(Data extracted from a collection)
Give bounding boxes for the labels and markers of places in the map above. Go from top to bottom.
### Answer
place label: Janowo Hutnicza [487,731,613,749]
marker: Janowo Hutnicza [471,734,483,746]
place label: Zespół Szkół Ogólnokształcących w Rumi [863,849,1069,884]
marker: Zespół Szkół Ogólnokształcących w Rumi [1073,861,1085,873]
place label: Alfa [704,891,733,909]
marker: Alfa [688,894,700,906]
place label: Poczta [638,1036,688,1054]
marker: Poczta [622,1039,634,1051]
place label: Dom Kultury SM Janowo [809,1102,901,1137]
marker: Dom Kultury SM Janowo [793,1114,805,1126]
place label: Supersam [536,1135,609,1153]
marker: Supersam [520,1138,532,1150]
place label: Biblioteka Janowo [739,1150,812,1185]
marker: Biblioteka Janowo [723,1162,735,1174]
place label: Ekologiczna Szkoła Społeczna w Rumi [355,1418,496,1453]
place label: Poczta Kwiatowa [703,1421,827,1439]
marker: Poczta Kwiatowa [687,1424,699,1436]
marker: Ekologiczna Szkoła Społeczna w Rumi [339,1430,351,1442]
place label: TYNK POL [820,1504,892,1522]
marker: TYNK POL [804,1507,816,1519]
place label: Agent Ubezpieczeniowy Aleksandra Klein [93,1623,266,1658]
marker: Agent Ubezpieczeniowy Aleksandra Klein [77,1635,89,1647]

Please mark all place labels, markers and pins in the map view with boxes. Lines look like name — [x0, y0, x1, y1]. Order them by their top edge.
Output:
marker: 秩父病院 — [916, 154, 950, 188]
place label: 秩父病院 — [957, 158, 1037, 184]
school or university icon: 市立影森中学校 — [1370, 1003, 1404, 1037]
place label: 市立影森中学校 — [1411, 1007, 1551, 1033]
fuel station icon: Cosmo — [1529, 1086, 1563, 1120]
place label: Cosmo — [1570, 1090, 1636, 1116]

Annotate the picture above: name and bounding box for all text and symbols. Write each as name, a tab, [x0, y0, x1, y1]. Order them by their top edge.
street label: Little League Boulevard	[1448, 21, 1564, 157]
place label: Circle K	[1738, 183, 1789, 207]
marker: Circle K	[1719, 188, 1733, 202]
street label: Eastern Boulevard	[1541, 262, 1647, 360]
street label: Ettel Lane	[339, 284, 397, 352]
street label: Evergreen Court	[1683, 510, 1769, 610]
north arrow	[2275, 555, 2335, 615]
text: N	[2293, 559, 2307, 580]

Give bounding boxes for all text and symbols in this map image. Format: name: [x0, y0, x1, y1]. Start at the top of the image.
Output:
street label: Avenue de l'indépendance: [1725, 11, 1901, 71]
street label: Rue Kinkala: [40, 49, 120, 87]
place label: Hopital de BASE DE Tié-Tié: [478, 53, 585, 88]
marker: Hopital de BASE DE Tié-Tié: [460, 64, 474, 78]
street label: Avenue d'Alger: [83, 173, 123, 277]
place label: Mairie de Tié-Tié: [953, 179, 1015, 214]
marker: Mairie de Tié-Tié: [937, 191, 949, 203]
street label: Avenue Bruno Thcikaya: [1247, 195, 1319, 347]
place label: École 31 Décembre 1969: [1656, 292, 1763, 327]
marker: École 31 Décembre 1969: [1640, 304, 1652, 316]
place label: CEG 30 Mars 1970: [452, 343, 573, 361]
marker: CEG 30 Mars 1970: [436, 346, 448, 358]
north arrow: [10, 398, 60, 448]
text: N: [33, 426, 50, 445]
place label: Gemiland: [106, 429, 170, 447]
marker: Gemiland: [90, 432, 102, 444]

**Exercise directions:** Write out every record above, word for word.

**Result below:**
Give bounding boxes for the labels and markers of places in the map above. Go from top to bottom.
### Answer
place label: Janowo Hutnicza [487,731,613,749]
marker: Janowo Hutnicza [471,734,483,746]
place label: Zespół Szkół Ogólnokształcących w Rumi [863,849,1069,884]
marker: Zespół Szkół Ogólnokształcących w Rumi [1073,861,1085,873]
place label: Alfa [704,891,733,909]
marker: Alfa [688,894,700,906]
place label: Poczta [638,1036,688,1054]
marker: Poczta [622,1039,634,1051]
place label: Dom Kultury SM Janowo [809,1102,901,1137]
marker: Dom Kultury SM Janowo [793,1114,805,1126]
place label: Supersam [536,1135,609,1153]
marker: Supersam [520,1138,532,1150]
place label: Biblioteka Janowo [739,1150,812,1185]
marker: Biblioteka Janowo [723,1162,735,1174]
place label: Ekologiczna Szkoła Społeczna w Rumi [355,1418,496,1453]
place label: Poczta Kwiatowa [703,1421,827,1439]
marker: Poczta Kwiatowa [687,1424,699,1436]
marker: Ekologiczna Szkoła Społeczna w Rumi [339,1430,351,1442]
place label: TYNK POL [820,1504,892,1522]
marker: TYNK POL [804,1507,816,1519]
place label: Agent Ubezpieczeniowy Aleksandra Klein [93,1623,266,1658]
marker: Agent Ubezpieczeniowy Aleksandra Klein [77,1635,89,1647]

Please mark all place labels, markers and pins in the map view with boxes. Lines look like name — [x0, y0, x1, y1]. Order them by their top edge.
Output:
marker: 秩父病院 — [916, 154, 950, 188]
place label: 秩父病院 — [957, 158, 1037, 184]
school or university icon: 市立影森中学校 — [1370, 1003, 1404, 1037]
place label: 市立影森中学校 — [1411, 1007, 1551, 1033]
fuel station icon: Cosmo — [1529, 1086, 1563, 1120]
place label: Cosmo — [1570, 1090, 1636, 1116]

Annotate the picture above: name and bounding box for all text and symbols. Write each as name, a tab, [x0, y0, x1, y1]. Order them by their top edge.
street label: Little League Boulevard	[1448, 21, 1564, 157]
place label: Circle K	[1738, 183, 1789, 207]
marker: Circle K	[1719, 188, 1733, 202]
street label: Eastern Boulevard	[1541, 262, 1647, 360]
street label: Ettel Lane	[339, 284, 397, 352]
street label: Evergreen Court	[1683, 510, 1769, 610]
north arrow	[2275, 555, 2335, 615]
text: N	[2293, 559, 2307, 580]

Give bounding boxes for all text and symbols in this map image. Format: name: [x0, y0, x1, y1]. Start at the top of the image.
Output:
street label: Avenue de l'indépendance: [1725, 11, 1901, 71]
street label: Rue Kinkala: [40, 49, 120, 87]
place label: Hopital de BASE DE Tié-Tié: [478, 53, 585, 88]
marker: Hopital de BASE DE Tié-Tié: [460, 64, 474, 78]
street label: Avenue d'Alger: [83, 173, 123, 277]
place label: Mairie de Tié-Tié: [953, 179, 1015, 214]
marker: Mairie de Tié-Tié: [937, 191, 949, 203]
street label: Avenue Bruno Thcikaya: [1247, 195, 1319, 347]
place label: École 31 Décembre 1969: [1656, 292, 1763, 327]
marker: École 31 Décembre 1969: [1640, 304, 1652, 316]
place label: CEG 30 Mars 1970: [452, 343, 573, 361]
marker: CEG 30 Mars 1970: [436, 346, 448, 358]
north arrow: [10, 398, 60, 448]
text: N: [33, 426, 50, 445]
place label: Gemiland: [106, 429, 170, 447]
marker: Gemiland: [90, 432, 102, 444]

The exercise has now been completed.